**TASK OBJECTIVE**:
Reproduce exactly the line containing "<button>−</button>" and every line after it, through the last line of the records below; add nothing.
----- TASK INPUTS
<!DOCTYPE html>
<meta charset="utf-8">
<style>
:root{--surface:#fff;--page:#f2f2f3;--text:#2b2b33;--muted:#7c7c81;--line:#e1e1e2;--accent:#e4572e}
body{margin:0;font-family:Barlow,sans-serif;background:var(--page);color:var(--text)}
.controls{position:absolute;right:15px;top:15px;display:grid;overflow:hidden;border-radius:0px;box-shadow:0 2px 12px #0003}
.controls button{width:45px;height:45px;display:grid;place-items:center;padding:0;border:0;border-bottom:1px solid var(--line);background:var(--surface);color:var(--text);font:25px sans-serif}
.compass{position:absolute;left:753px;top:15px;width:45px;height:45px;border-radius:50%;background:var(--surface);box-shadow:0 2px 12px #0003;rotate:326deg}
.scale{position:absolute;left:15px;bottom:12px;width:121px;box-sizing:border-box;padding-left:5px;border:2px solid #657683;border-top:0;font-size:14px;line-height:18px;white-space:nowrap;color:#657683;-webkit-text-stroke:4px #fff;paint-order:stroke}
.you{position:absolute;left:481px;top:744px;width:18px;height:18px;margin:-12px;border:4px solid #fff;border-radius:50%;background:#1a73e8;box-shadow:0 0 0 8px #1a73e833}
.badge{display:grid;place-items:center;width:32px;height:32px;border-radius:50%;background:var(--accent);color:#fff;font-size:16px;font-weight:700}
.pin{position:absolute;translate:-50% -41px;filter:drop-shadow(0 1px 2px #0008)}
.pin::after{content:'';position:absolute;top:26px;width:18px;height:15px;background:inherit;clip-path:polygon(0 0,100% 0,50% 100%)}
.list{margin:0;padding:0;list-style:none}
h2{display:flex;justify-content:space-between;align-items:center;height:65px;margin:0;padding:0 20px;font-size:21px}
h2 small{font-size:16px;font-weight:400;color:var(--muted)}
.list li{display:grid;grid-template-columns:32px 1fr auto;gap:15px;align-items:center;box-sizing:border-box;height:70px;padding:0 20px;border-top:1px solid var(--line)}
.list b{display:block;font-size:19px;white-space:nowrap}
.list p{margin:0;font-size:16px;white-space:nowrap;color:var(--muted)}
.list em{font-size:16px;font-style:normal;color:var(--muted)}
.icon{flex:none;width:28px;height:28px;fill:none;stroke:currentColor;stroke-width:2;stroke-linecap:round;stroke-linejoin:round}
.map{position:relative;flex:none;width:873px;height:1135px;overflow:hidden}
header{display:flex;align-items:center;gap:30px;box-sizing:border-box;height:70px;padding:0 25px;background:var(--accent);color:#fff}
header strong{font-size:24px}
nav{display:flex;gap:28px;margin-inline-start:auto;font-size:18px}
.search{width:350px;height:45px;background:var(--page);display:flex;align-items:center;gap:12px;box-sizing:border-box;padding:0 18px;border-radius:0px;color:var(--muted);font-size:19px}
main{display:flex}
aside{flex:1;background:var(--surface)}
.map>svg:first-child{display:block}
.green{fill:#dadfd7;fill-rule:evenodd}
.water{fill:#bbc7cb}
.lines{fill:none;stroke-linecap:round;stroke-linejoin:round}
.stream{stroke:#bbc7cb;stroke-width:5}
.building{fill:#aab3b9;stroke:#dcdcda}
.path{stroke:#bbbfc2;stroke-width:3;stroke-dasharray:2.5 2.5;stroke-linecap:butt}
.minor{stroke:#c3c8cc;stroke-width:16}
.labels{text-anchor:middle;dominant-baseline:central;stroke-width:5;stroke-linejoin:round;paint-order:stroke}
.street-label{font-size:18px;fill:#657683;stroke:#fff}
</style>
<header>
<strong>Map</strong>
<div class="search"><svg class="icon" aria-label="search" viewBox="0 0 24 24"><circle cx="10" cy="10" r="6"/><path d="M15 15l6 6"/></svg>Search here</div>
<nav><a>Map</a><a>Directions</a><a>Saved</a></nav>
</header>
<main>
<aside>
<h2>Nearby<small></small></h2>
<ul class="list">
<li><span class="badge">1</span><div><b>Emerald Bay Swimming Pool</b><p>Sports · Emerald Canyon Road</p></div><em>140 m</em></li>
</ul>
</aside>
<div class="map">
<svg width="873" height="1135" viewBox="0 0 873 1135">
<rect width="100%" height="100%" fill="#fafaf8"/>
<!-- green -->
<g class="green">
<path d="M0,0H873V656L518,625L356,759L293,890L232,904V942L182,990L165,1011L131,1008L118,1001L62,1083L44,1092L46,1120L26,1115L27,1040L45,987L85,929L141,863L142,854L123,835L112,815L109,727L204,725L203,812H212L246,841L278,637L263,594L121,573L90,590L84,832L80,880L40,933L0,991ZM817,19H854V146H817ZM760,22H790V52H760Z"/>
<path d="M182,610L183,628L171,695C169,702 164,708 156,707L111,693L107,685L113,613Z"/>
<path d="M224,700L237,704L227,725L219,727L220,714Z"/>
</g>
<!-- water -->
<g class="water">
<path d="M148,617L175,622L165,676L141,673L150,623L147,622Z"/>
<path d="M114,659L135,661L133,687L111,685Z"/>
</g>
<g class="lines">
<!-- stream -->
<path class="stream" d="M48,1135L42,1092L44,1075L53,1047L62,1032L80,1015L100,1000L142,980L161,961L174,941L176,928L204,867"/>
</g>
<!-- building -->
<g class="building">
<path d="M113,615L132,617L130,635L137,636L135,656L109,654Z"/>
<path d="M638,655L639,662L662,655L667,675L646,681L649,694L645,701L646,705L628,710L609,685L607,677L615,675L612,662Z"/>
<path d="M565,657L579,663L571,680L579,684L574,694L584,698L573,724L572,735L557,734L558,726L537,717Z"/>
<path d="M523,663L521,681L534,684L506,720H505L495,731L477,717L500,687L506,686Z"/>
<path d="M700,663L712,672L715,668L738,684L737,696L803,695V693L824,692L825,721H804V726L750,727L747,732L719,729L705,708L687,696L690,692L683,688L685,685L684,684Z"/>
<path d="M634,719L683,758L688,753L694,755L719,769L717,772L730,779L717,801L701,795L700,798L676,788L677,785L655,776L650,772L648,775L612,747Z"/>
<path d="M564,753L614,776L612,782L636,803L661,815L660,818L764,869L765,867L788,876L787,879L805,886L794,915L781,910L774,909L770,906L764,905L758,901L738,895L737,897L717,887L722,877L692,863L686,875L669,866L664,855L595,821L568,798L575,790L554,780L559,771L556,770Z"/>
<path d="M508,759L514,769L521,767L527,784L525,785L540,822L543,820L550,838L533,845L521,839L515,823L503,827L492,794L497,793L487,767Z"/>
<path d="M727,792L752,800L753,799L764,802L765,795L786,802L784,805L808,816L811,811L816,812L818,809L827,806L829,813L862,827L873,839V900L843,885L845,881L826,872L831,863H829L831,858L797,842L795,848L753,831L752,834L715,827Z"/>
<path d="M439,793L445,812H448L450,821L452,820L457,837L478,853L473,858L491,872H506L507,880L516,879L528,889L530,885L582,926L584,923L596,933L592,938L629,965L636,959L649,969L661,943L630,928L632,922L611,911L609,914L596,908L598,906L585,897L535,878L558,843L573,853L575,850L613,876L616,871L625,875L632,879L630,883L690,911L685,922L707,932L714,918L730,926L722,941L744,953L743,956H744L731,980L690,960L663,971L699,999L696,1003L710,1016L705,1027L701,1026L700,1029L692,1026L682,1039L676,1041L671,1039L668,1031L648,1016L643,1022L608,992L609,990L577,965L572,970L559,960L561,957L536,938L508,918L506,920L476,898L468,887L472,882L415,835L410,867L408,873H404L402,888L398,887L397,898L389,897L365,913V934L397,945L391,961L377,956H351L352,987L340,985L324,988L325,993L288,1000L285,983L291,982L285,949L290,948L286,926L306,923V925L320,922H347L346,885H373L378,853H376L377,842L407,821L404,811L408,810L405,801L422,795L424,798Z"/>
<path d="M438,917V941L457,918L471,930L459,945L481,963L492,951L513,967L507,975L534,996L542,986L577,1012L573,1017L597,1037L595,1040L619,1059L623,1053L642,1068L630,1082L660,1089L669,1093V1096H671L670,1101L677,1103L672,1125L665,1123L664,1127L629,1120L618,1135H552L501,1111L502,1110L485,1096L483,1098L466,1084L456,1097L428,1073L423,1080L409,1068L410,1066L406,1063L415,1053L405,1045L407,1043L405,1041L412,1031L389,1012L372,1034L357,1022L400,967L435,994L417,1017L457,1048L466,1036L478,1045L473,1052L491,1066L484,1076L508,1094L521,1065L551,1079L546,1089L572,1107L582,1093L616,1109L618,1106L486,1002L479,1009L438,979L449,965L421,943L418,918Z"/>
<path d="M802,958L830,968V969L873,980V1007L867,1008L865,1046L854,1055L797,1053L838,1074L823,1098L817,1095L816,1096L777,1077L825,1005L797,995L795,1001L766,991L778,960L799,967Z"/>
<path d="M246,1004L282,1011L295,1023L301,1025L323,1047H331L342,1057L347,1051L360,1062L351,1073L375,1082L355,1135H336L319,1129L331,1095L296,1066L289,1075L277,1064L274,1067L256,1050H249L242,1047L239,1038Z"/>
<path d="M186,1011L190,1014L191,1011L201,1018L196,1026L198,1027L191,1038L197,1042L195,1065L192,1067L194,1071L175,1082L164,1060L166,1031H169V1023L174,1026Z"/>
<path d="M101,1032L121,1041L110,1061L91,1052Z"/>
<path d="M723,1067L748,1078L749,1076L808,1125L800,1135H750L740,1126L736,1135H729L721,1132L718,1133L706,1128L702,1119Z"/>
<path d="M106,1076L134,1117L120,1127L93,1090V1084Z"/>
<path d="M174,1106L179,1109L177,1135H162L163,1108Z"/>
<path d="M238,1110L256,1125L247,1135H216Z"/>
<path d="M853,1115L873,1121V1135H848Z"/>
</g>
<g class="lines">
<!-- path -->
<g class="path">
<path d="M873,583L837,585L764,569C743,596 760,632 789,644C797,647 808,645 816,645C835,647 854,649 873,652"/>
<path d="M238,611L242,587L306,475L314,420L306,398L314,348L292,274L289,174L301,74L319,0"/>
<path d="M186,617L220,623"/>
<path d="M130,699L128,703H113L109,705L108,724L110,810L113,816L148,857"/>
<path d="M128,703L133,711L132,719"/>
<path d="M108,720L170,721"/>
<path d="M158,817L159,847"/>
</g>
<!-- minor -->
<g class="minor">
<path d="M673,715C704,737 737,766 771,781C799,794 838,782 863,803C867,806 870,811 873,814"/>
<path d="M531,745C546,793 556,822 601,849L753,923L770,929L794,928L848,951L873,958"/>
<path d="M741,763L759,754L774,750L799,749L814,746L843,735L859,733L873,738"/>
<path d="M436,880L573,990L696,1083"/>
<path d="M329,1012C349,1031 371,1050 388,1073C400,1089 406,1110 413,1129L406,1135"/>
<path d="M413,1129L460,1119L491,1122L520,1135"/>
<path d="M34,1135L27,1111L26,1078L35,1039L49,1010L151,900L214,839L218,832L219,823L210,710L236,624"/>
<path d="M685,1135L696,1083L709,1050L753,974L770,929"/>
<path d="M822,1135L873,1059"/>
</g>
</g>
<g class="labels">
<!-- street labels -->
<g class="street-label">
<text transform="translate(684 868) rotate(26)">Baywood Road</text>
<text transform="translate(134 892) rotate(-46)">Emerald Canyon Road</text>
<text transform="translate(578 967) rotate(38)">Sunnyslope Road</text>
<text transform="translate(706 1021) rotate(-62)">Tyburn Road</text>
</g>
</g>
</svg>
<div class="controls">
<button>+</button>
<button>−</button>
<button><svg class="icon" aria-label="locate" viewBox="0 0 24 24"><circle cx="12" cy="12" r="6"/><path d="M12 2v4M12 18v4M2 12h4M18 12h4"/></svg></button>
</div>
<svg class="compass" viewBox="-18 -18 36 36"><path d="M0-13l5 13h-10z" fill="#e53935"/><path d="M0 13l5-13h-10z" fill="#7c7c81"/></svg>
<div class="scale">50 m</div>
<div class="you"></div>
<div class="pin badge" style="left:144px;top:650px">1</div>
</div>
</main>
----------
**TASK RESULT**:
<button>−</button>
<button><svg class="icon" aria-label="locate" viewBox="0 0 24 24"><circle cx="12" cy="12" r="6"/><path d="M12 2v4M12 18v4M2 12h4M18 12h4"/></svg></button>
</div>
<svg class="compass" viewBox="-18 -18 36 36"><path d="M0-13l5 13h-10z" fill="#e53935"/><path d="M0 13l5-13h-10z" fill="#7c7c81"/></svg>
<div class="scale">50 m</div>
<div class="you"></div>
<div class="pin badge" style="left:144px;top:650px">1</div>
</div>
</main>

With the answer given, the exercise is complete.